Prince Edward Island Referendum on Electoral Reform, 2005
| November 28, 2005 |

Results
| Choice | Votes | % |
| Yes | 11,750 | 36.42% |
| No | 20,515 | 63.58% |
| Valid votes | 32,265 | 100.00% |
| Invalid or blank votes | 0 | 0.00% |
| Total votes | 32,265 | 100.00% |

= 2005 Prince Edward Island electoral reform referendum =

Canadian provincial referendum

A referendum was held in the Canadian province of Prince Edward Island on November 28, 2005, to determine whether to adopt the Mixed Member Proportional (MMP) system as recommended by the Prince Edward Island Electoral Reform Commission in 2003.

The referendum failed, with "Yes" receiving only 36.42% of the popular vote.

However, a subsequent nonbinding plebiscite in November 2016 resulted in a vote of 52.4% in favour of MMP vs. 42.5% for the First-past-the-post system. This was followed by a referendum pitting FPTP and MMP against each other in conjunction with the April 23, 2019 provincial election. The result of that referendum was 49% for MMP vs. 51% for FPTP, but neither side reached the threshold of a majority in 60% of the seats for the referendum to be binding.

==Results==
The question asked was: Should Prince Edward Island change to the Mixed Member Proportional System as presented by the Commission of PEI's Electoral Future?

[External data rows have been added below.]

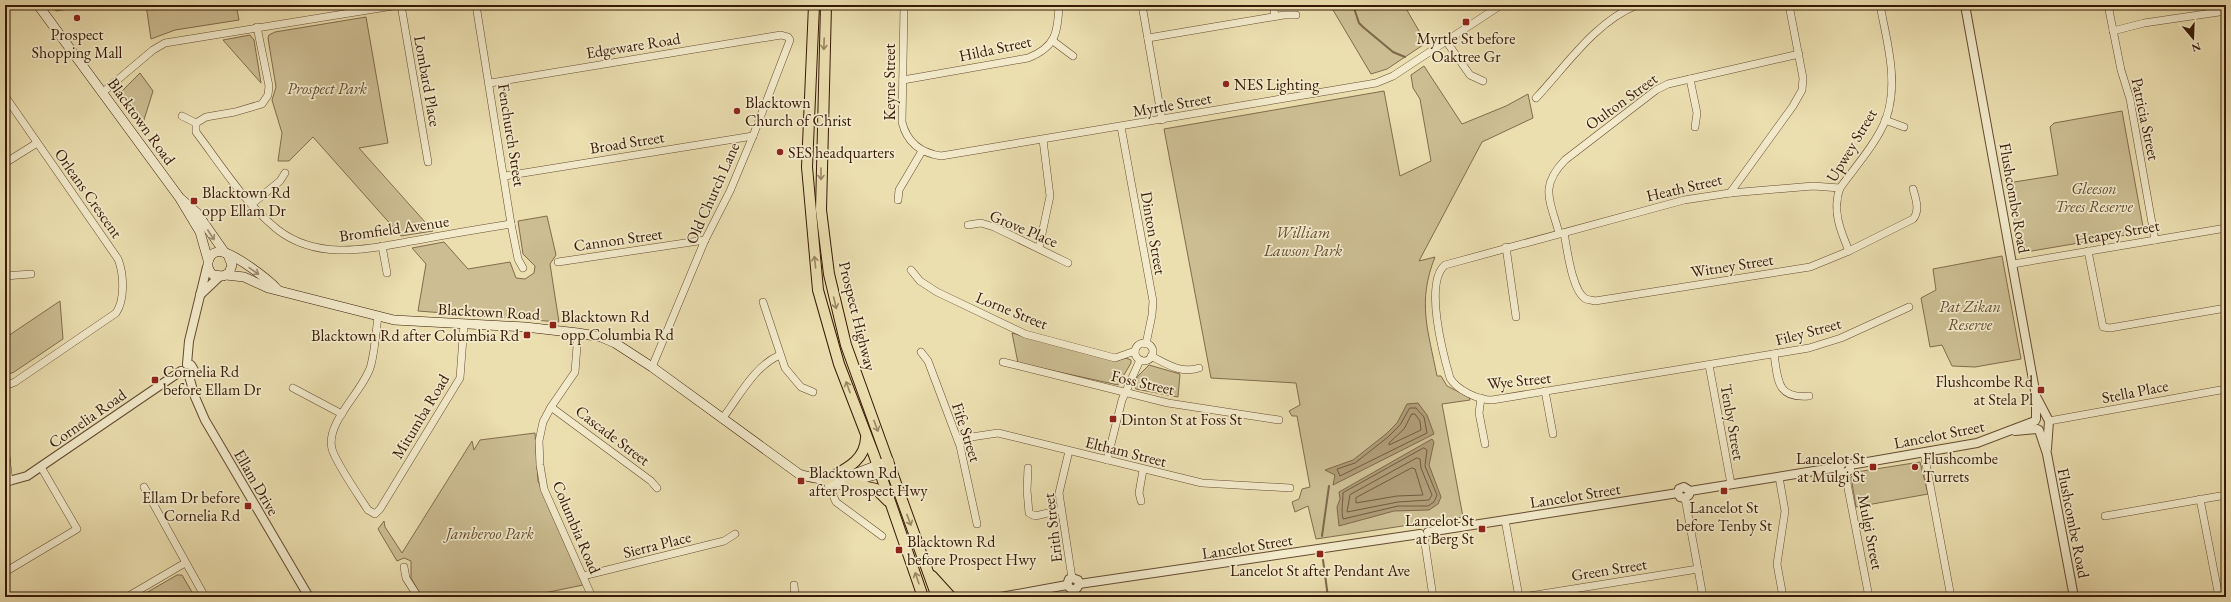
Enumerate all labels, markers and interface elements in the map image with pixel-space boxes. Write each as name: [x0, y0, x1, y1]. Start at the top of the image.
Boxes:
marker: Prospect Shopping Mall: [72, 13, 82, 23]
marker: Myrtle St before Oaktree Gr: [1461, 17, 1471, 27]
north arrow: [2173, 18, 2213, 58]
place label: Prospect Shopping Mall: [32, 24, 123, 63]
street label: Edgeware Road: [584, 28, 683, 63]
place label: Myrtle St before Oaktree Gr: [1417, 28, 1515, 67]
street label: Hilda Street: [957, 31, 1033, 66]
street label: Lombard Place: [409, 34, 446, 128]
one-way arrow: [821, 37, 828, 50]
text: N: [2190, 39, 2203, 56]
street label: Keyne Street: [879, 43, 900, 121]
street label: Oulton Street: [1581, 68, 1662, 135]
street label: Blacktown Road: [103, 74, 181, 170]
place label: NES Lighting: [1234, 74, 1320, 95]
street label: Patricia Street: [2127, 76, 2165, 162]
park label: Prospect Park: [287, 78, 368, 99]
marker: NES Lighting: [1221, 79, 1231, 89]
street label: Fenchurch Street: [493, 82, 530, 188]
street label: Myrtle Street: [1131, 87, 1213, 122]
place label: Blacktown Church of Christ: [745, 92, 852, 131]
street label: Upwey Street: [1821, 105, 1882, 186]
marker: Blacktown Church of Christ: [732, 106, 742, 116]
street label: Broad Street: [588, 126, 666, 159]
street label: Old Church Lane: [681, 139, 744, 247]
street label: Flushcombe Road: [1994, 141, 2035, 256]
place label: SES headquarters: [788, 142, 894, 163]
street label: Orleans Crescent: [50, 144, 127, 242]
marker: SES headquarters: [775, 147, 785, 157]
one-way arrow: [817, 167, 825, 180]
street label: Heath Street: [1644, 169, 1724, 206]
park label: Gleeson Trees Reserve: [2055, 178, 2133, 217]
place label: Blacktown Rd opp Ellam Dr: [202, 182, 291, 221]
street label: Dinton Street: [1136, 190, 1171, 276]
marker: Blacktown Rd opp Ellam Dr: [189, 196, 199, 206]
street label: Grove Place: [986, 205, 1061, 252]
street label: Bromfield Avenue: [338, 210, 450, 247]
street label: Heapey Street: [2073, 215, 2161, 250]
park label: William Lawson Park: [1263, 222, 1343, 261]
street label: Cannon Street: [572, 223, 664, 256]
one-way arrow: [207, 229, 215, 240]
street label: Witney Street: [1689, 249, 1775, 282]
one-way arrow: [811, 256, 819, 269]
street label: Prospect Highway: [834, 259, 881, 374]
one-way arrow: [248, 267, 259, 275]
street label: Lorne Street: [973, 287, 1051, 334]
one-way arrow: [832, 296, 840, 309]
park label: Pat Zikan Reserve: [1939, 296, 2001, 335]
street label: Blacktown Road: [437, 298, 542, 325]
place label: Blacktown Rd opp Columbia Rd: [561, 306, 675, 345]
street label: Filey Street: [1773, 313, 1843, 350]
marker: Blacktown Rd opp Columbia Rd: [548, 320, 558, 330]
place label: Blacktown Rd after Columbia Rd: [311, 325, 520, 346]
marker: Blacktown Rd after Columbia Rd: [522, 330, 532, 340]
place label: Cornelia Rd before Ellam Dr: [163, 361, 262, 400]
street label: Foss Street: [1109, 365, 1177, 400]
street label: Wye Street: [1486, 367, 1552, 394]
street label: Mitumba Road: [387, 369, 454, 462]
place label: Flushcombe Rd at Stela Pl: [1935, 371, 2034, 410]
marker: Cornelia Rd before Ellam Dr: [150, 375, 160, 385]
street label: Stella Place: [2100, 375, 2170, 408]
one-way arrow: [843, 381, 851, 393]
street label: Tenby Street: [1715, 382, 1750, 462]
street label: Cornelia Road: [44, 383, 131, 453]
marker: Flushcombe Rd at Stela Pl: [2036, 385, 2046, 395]
street label: Cascade Street: [571, 400, 654, 470]
street label: Fife Street: [947, 400, 986, 465]
place label: Dinton St at Foss St: [1121, 409, 1242, 430]
marker: Dinton St at Foss St: [1108, 414, 1118, 424]
street label: Lancelot Street: [1892, 415, 1986, 454]
one-way arrow: [872, 420, 880, 432]
street label: Eltham Street: [1083, 431, 1169, 472]
street label: Ellam Drive: [229, 445, 284, 519]
place label: Lancelot St at Mulgi St: [1796, 448, 1865, 487]
place label: Flushcombe Turrets: [1923, 448, 1998, 487]
place label: Blacktown Rd after Prospect Hwy: [809, 462, 929, 501]
marker: Lancelot St at Mulgi St: [1868, 462, 1878, 472]
marker: Flushcombe Turrets: [1910, 462, 1920, 472]
street label: Flushcombe Road: [2053, 466, 2095, 581]
marker: Blacktown Rd after Prospect Hwy: [796, 476, 806, 486]
street label: Columbia Road: [548, 478, 606, 578]
street label: Lancelot Street: [1528, 478, 1622, 513]
marker: Lancelot St before Tenby St: [1719, 486, 1729, 496]
place label: Ellam Dr before Cornelia Rd: [142, 487, 241, 526]
street label: Erith Street: [1038, 492, 1067, 564]
street label: Mulgi Street: [1853, 493, 1888, 571]
place label: Lancelot St before Tenby St: [1676, 497, 1772, 536]
marker: Ellam Dr before Cornelia Rd: [243, 501, 253, 511]
place label: Lancelot St at Berg St: [1405, 510, 1474, 549]
one-way arrow: [906, 513, 914, 525]
park label: Jamberoo Park: [443, 523, 535, 544]
marker: Lancelot St at Berg St: [1477, 524, 1487, 534]
street label: Sierra Place: [621, 526, 693, 563]
street label: Lancelot Street: [1200, 529, 1294, 564]
place label: Blacktown Rd before Prospect Hwy: [907, 531, 1037, 570]
marker: Blacktown Rd before Prospect Hwy: [894, 545, 904, 555]
marker: Lancelot St after Pendant Ave: [1315, 549, 1325, 559]
street label: Green Street: [1570, 553, 1648, 586]
place label: Lancelot St after Pendant Ave: [1230, 560, 1410, 581]
one-way arrow: [912, 572, 920, 584]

| Option |  | Popular Vote |  | Districts carried |  |
| # | % | # | % |
| X | No | 20,515 | 63.58% | 25 | 92.59% |
|  | Yes* | 11,750 | 36.42% | 2 | 7.41% |
| Total |  | 32,265 | 100.0% | 27 | 100.0% |

- In order to pass, the referendum had to receive 60% of the province-wide popular vote and a simple majority in 60% (16 of 27) of the electoral districts.

== Analysis ==

The referendum was held in response to some extraordinarily lopsided results in PEI from the first-past-the post system - cases where the opposition was reduced to only one or two seats despite having a combined 45% share of the vote. The referendum failed to pass by a vote of 64% to 36% in favour of the status quo for a number of reasons, but for Jeannie Lea, the primary lesson to be learned appears to be the need for a referendum such as this to be done as a two-step process, in which the first step is to ask whether a change is considered desirable and the second step involves the choice of a specific model, as was done successfully in New Zealand under the 1992/93 referendum. Otherwise, a bias is created because some people will vote against the proposed because they would prefer something somewhat different.
On the other hand, in a 2018 referendum held in the Canadian province of British Columbia, which included a two step question, the voters rejected switching to proportional representation (PR) voting by a similar (61% to 39%) margin.